The Black Gaet junction. Photo: Chris Cope/Shetland News

BRIGHTENING the white lines at the Black Gaet junction would be a “step in the right direction” in addressing safety concerns, according to a Shetland South councillor.

Allison Duncan made the recommendation at a meeting of the Shetland community safety and resilience board, saying he felt something needed to be done.

Meanwhile data provided by the roads department via the police shows that the reported injury collision rate at the junction – which is regarded by many as an accident blackspot – has risen by 1.69 per cent a year since 2000.

When it comes all reported collisions, injury or not, the rate was increasing by 0.52 per cent a year from 2000 to 2017.

But the roads department said it has not received details of non-injury collisions from Police Scotland since 2018.

Traffic volume has also grown, and in 2014 the average daily flow through the junction was 6,824 vehicles.

Duncan said he has heard plenty of concern about the junction, which connects the B9073 and the A970 and leads to the south mainland and also Lerwick in the opposite direction.

This has included people in his ward, as well as elsewhere in Shetland and also even taxi drivers.

“The white lines there are pretty bad,” he said, adding that a fresh coat of paint could enhance safety.

The roads department’s Neil Hutcheson said that this is in the pipeline along with resurfacing.

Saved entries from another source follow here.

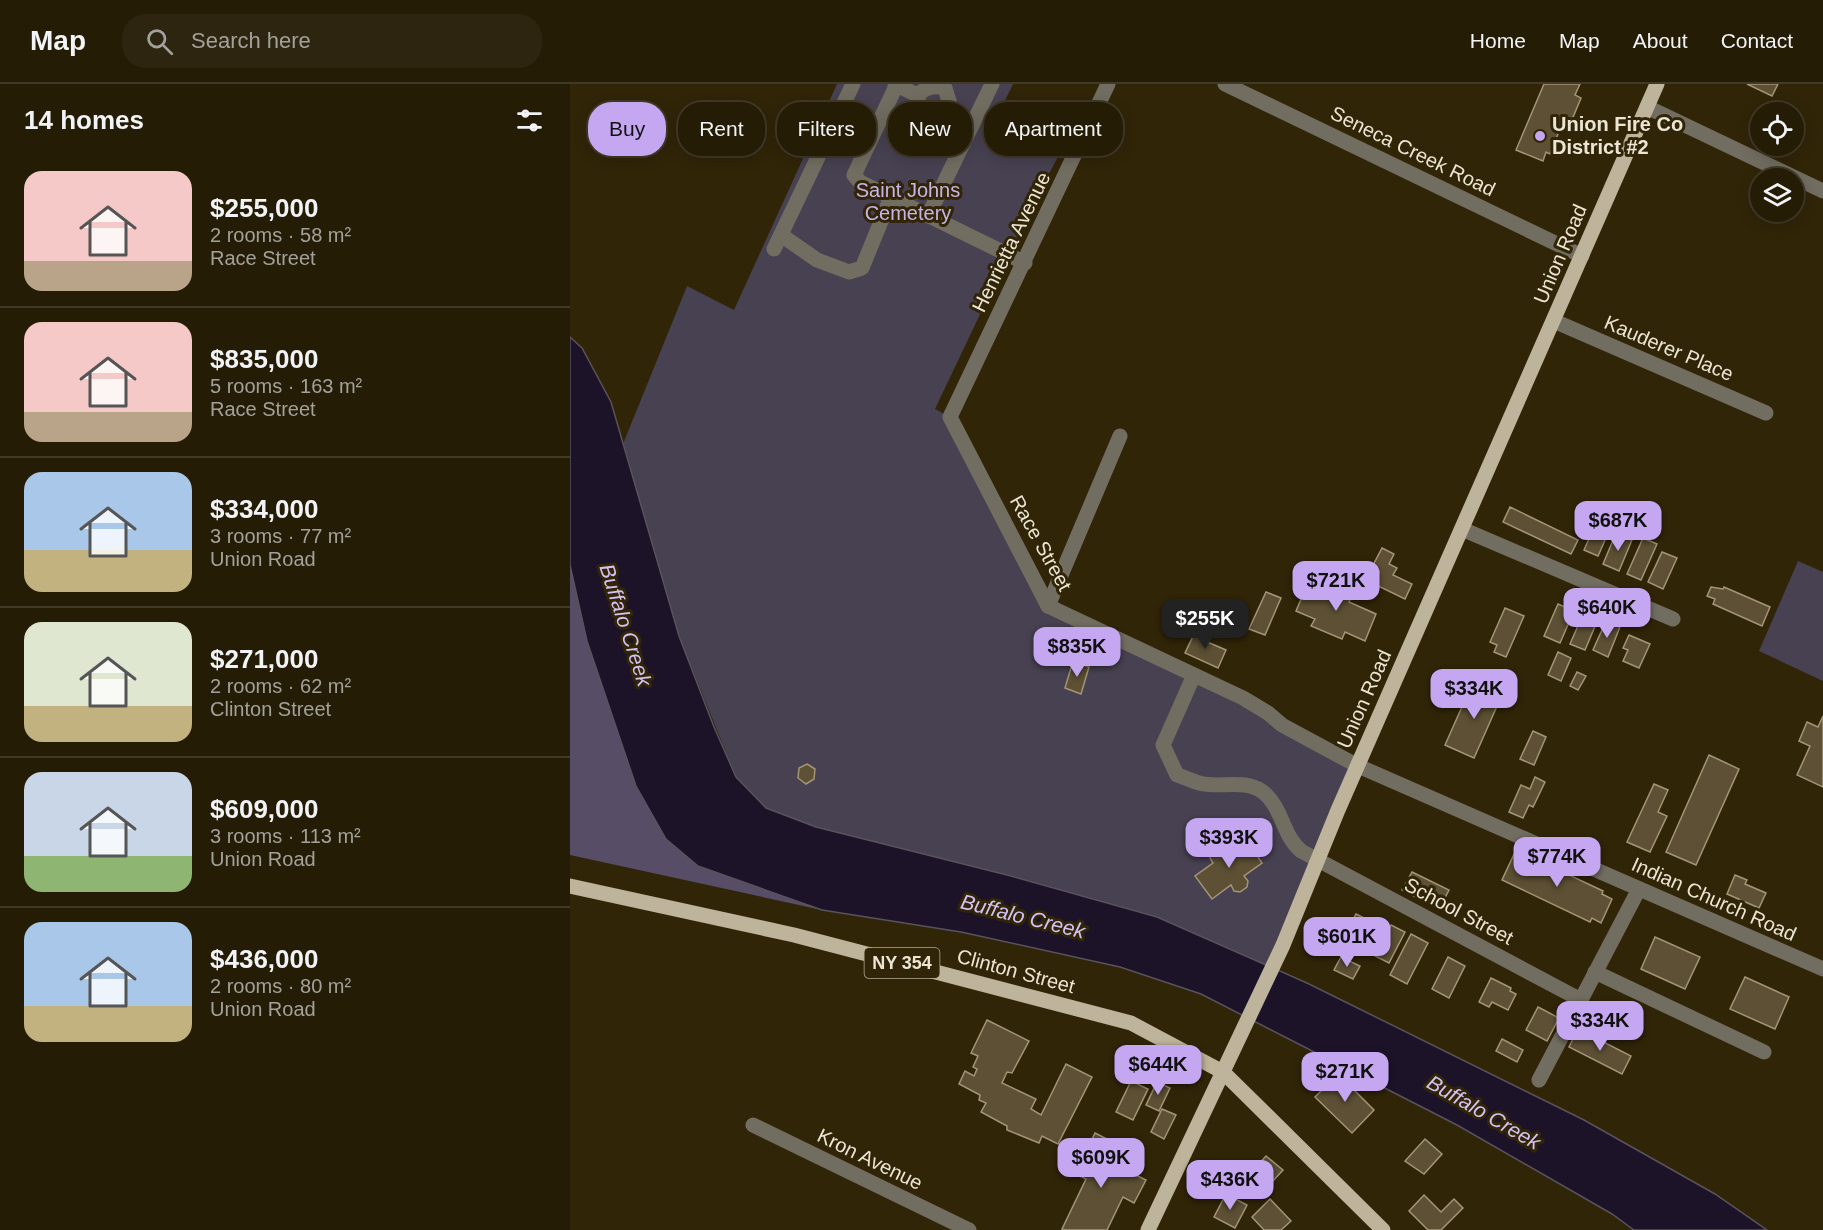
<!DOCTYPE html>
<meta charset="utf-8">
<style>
body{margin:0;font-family:Helvetica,sans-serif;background:#2d2510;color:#f1f3f6;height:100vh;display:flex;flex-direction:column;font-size:22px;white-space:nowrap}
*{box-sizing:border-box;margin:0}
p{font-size:20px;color:#a3a19b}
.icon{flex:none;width:33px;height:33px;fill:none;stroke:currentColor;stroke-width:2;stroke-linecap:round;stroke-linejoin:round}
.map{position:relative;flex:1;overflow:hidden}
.sheet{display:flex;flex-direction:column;background:#251c06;width:570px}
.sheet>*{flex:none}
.guide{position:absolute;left:18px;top:18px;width:570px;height:54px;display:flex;gap:12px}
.fabs{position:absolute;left:1180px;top:18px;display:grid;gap:12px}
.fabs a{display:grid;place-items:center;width:54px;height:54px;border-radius:50%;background:#251c06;box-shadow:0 3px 15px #0003,0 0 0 2px #423a28;font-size:30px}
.price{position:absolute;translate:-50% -51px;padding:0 14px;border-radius:12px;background:#c5a7f1;color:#111;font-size:20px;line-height:39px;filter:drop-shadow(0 2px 3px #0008)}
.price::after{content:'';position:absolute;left:50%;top:36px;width:18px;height:14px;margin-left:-9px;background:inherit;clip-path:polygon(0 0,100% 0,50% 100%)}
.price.on{background:#222;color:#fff}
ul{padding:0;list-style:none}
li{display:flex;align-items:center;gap:18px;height:150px;padding:0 24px}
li+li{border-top:2px solid #423a28}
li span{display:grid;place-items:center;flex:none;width:168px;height:120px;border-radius:18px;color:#555}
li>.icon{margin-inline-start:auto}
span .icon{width:72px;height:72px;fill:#fffc;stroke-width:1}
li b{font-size:26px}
h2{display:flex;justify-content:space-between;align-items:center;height:72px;padding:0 24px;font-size:26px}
.pill{padding:0 21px;border-radius:24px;background:#251c06;box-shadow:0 3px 15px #0003,0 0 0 2px #423a28;font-size:21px;line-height:54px}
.pill.on{background:#c5a7f1;color:#111}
header{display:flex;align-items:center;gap:36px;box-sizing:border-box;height:84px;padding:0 30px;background:#251c06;border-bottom:2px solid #423a28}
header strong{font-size:28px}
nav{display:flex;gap:33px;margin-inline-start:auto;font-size:21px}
.search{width:420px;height:54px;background:#2d2510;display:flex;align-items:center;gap:15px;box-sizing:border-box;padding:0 21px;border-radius:24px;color:#a3a19b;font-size:22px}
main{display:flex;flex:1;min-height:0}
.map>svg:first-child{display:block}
</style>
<header>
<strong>Map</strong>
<div class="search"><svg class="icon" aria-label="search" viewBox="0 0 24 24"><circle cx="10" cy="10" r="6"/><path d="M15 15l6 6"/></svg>Search here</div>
<nav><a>Home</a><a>Map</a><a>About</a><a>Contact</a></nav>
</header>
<main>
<section class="sheet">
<h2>14 homes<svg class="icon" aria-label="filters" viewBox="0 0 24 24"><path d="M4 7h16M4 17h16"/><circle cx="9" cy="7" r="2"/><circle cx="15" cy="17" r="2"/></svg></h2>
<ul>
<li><span style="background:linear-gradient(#f6c9c9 75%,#b9a48a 0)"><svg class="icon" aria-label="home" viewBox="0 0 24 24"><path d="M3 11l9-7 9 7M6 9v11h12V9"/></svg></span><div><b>$255,000</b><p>2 rooms · 58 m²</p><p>Race Street</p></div></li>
<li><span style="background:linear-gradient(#f6c9c9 75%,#b9a48a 0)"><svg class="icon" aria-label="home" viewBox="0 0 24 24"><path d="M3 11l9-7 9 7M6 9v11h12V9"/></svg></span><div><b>$835,000</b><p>5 rooms · 163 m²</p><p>Race Street</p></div></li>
<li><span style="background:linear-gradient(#a9c7e8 65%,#c2b280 0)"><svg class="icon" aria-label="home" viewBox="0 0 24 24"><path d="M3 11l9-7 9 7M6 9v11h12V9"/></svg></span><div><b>$334,000</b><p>3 rooms · 77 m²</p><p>Union Road</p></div></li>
<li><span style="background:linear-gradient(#dfe7d0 70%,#c2b280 0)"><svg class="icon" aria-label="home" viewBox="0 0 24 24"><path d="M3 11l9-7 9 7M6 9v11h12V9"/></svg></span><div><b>$271,000</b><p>2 rooms · 62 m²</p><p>Clinton Street</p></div></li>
<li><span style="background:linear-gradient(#c9d6e8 70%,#8fb573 0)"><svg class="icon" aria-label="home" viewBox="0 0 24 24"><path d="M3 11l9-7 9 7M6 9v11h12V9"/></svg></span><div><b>$609,000</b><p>3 rooms · 113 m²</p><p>Union Road</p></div></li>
<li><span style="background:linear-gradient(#a9c7e8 70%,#c2b280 0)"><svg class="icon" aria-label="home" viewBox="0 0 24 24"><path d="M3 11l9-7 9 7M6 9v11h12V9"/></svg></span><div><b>$436,000</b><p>2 rooms · 80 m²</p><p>Union Road</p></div></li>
</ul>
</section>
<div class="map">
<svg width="1253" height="1146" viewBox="0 0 1253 1146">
<rect width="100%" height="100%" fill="#312508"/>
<g fill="#474151">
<path d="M267 0H443L430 27 495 59 453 140 365 325 380 333 478 522 788 682 699 882 587 833 441 792 246 743 196 724 166 693 109 552 53 360 117 202 164 226Z"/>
<path d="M1228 477 1253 488V597L1189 567Z"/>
</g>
<path fill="#574d66" d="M0 481 17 557 96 755 128 782 252 826 0 771Z"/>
<path fill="#1c1328" stroke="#5a525c" stroke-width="1.5" d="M0 253 12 264 41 318 109 552 144 643 166 693 196 724 246 743 441 792 587 833 737 899 1014 1036 1145 1110 1197 1146H1064L1042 1130 887 1041 631 910 550 883 391 848 252 826 128 782 96 755 66 702 17 557 0 481Z"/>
<g fill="#5d5034" stroke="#a39576" stroke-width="1.5">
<path d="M974 0H1010L1005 11 1011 14 1001 38 994 35 980 70 976 68 973 77 946 66Z"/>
<path d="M1177 0H1208L1202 12Z"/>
<path d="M940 423 1008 456 1001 470 933 438Z"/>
<path d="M1026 439 1040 445 1028 472 1014 466Z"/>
<path d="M1046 449 1062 456 1049 487 1033 480Z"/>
<path d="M1073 454 1087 460 1071 496 1057 490Z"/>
<path d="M812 464 824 470 819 480 827 484 823 491 842 500 835 515 804 500 809 488 801 485Z"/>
<path d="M1092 468 1107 474 1093 505 1078 498Z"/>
<path d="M760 499 783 509 779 518 806 530 795 557 775 548 772 555 741 542 745 535 726 527 737 501 756 509Z"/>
<path d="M1141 503 1153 505 1154 503 1200 523 1192 542 1143 520 1145 515 1137 512Z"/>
<path d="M696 508 711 514 695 551 679 545Z"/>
<path d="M988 520 1004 527 990 559 974 552Z"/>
<path d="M935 524 954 532 936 573 924 568 927 561 920 558Z"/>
<path d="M1014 528 1028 535 1015 566 1000 560Z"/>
<path d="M1036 537 1050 543 1038 573 1023 566Z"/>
<path d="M626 546 638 551 635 557 656 566 648 584 615 569Z"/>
<path d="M1059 551 1080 560 1069 584 1053 577 1058 566 1053 564Z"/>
<path d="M988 568 1001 574 991 597 978 591Z"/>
<path d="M503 577 519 583 511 610 495 604Z"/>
<path d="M1007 588 1016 592 1008 606 1000 602Z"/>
<path d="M903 598 932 611 904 674 875 661Z"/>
<path d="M1253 632V703L1227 691 1240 662 1229 657 1237 638 1248 643Z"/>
<path d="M963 647 976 653 964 681 950 675Z"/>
<path d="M1139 671 1169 685 1126 781 1096 768Z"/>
<path d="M237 680 245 685 244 695 236 700 228 694 229 684Z"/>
<path d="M965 693 975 698 963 723 959 721 953 734 939 728 951 701 960 705Z"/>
<path d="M1084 700 1098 706 1088 728 1097 732 1080 768 1057 758Z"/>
<path d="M676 755 692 779 674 792 678 797 677 803 670 808 664 807 661 801 642 815 625 792 643 779 640 774 641 767 648 762 654 763 658 768Z"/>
<path d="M946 766 1033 807 1032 810 1042 815 1031 839 1022 834 1020 838 932 796Z"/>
<path d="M842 788 879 806 869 825 832 806Z"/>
<path d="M1165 791 1177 796 1175 800 1196 809 1189 824 1157 810Z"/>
<path d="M786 830 814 844 808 857 779 843Z"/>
<path d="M821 841 835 848 819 879 805 872Z"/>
<path d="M841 850 858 859 837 900 820 891Z"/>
<path d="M1085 853 1130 873 1115 905 1071 885Z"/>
<path d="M771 873 790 882 783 895 764 886Z"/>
<path d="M878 873 895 882 879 914 862 905Z"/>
<path d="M1175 893 1219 913 1205 945 1160 925Z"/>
<path d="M921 894 941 904 940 907 946 910 938 926 922 918 919 923 909 918Z"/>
<path d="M968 923 989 934 977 957 956 946Z"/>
<path d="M417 936 459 957 442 989 437 988 432 999 466 1015 461 1025 471 1031 496 980 522 993 488 1060 472 1052 469 1059 437 1046V1042L411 1028 416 1019 409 1016 410 1011 389 1000 395 987 404 992 407 985 403 983 408 972 401 969Z"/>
<path d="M1008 945 1061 972 1052 990 999 963Z"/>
<path d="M932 955 953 966 947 978 926 967Z"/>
<path d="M768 990 804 1026 782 1049 745 1013Z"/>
<path d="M561 997 578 1005 563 1036 546 1028Z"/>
<path d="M587 998 600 1004 589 1027 576 1021Z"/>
<path d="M592 1025 606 1031 594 1055 581 1048Z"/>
<path d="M525 1049 545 1059 536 1076 576 1096 564 1119 553 1113 537 1146H495L492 1145 516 1095 505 1090Z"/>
<path d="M855 1055 872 1070 854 1090 835 1077Z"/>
<path d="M696 1072 713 1086 691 1110 675 1095Z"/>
<path d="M656 1110 677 1121 665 1144 644 1133Z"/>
<path d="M854 1111 871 1128 884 1115 893 1124 871 1146H858L839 1127Z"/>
<path d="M700 1115 721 1137 711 1146H694L682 1133Z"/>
</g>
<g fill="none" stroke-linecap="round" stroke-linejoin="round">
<g stroke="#726d61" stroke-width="15">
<path d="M325 0 347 11 351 26 362 35 383 30 403 39"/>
<path d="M327 0 284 91 290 98 455 179"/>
<path d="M538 0 380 333 478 522 673 614 698 629 712 641 788 682 1253 885"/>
<path d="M655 0 1012 172"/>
<path d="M347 11C357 3 363 1 375 4L383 30"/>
<path d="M1077 23 1253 107"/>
<path d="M358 132 422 0"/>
<path d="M211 151 247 176 279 188 292 184 321 113"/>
<path d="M204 165 283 0"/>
<path d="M984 237 1196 329"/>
<path d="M892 445 1103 535"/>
<path d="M478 522 550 352"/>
<path d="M624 591 593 661 607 691C614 693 622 697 629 699 650 705 674 694 693 708 713 724 712 751 731 767L1011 916"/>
<path d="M1025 888 1194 968"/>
<path d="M969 996 1069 805"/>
<path d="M183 1041 399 1146"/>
</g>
<g stroke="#beb39b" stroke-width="15">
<path d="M0 802 224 851 561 939 653 988 813 1146"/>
<path d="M578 1146 713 861 768 726 1087 0"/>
</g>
</g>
<circle fill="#c5a7f1" stroke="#312508" stroke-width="2" cx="970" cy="52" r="6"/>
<g text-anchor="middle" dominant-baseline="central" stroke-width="6" stroke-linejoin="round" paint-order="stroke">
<rect fill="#312508" stroke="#b4ab97" stroke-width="1.5" x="294.5" y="864" width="75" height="30" rx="4.5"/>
<g font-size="18" font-weight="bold" fill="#ece5d4">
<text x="332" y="879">NY 354</text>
</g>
<g font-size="20" font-weight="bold" fill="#ece5d4" stroke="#312508" text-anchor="start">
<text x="982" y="40">Union Fire Co<tspan x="982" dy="23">District #2</tspan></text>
</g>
<g font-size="20" fill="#ece5d4" stroke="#312508">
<text transform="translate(843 67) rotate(26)">Seneca Creek Road</text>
<text transform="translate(441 158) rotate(-64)">Henrietta Avenue</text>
<text transform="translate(990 170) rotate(-67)">Union Road</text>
<text transform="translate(1099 264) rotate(23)">Kauderer Place</text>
<text transform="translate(471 459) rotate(61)">Race Street</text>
<text transform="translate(794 615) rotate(-66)">Union Road</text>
<text transform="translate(1144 815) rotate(24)">Indian Church Road</text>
<text transform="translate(889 827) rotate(28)">School Street</text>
<text transform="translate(446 887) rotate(15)">Clinton Street</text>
<text transform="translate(300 1075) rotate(26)">Kron Avenue</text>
</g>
<g font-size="20" fill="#c8b5e6" stroke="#312508">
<text x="338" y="106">Saint Johns<tspan x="338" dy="23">Cemetery</tspan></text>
</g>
<g font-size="21" font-style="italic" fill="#d5c1f4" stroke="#312508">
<text transform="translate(56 541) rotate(72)">Buffalo Creek</text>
<text transform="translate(453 832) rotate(14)">Buffalo Creek</text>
<text transform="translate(914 1028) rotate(30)">Buffalo Creek</text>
</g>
</g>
</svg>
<div class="fabs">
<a><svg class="icon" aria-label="locate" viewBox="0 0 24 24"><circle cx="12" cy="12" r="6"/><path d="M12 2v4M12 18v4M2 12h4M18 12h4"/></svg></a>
<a><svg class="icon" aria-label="layers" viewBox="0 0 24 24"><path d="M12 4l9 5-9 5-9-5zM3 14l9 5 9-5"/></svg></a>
</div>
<b class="price" style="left:1048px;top:468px">$687K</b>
<b class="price" style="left:766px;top:528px">$721K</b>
<b class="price" style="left:1037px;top:555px">$640K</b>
<b class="price on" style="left:635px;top:566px">$255K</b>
<b class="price" style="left:507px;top:594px">$835K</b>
<b class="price" style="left:904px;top:636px">$334K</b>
<b class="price" style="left:659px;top:785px">$393K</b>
<b class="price" style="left:987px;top:804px">$774K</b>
<b class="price" style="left:777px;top:884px">$601K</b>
<b class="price" style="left:1030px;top:968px">$334K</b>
<b class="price" style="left:588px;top:1012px">$644K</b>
<b class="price" style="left:775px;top:1019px">$271K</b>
<b class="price" style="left:531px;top:1105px">$609K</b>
<b class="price" style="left:660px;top:1127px">$436K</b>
<div class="guide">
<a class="pill on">Buy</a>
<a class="pill">Rent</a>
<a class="pill">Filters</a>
<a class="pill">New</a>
<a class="pill">Apartment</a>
</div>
</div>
</main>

“The sooner the better,” Duncan said in response.

In October roads manager Dave Coupe said work was ongoing to assess police statistics and data to see if there were any trends behind accidents.

A report on the junction went to councillors around seven years ago but there was no definitive trend when it came to the cause of accidents, meaning no road safety action was taken.

In recent months the speed limit around the junction has dropped from 60mph to 50mph as part of a wider trial to examine levels of active travel at the south end of Lerwick.

Roads manager Dave Coupe said there will be nothing to report until near the end of the 18-month trial period.

Meanwhile Hutcheson also told the board that an “older driver campaign” is under consideration by the local road safety advisory panel following the success of a scheme with youngsters.

A road worker campaign is also being proposed, with Hutcheson saying there have been a “few near misses” and that both the council and contractors have experienced the problem.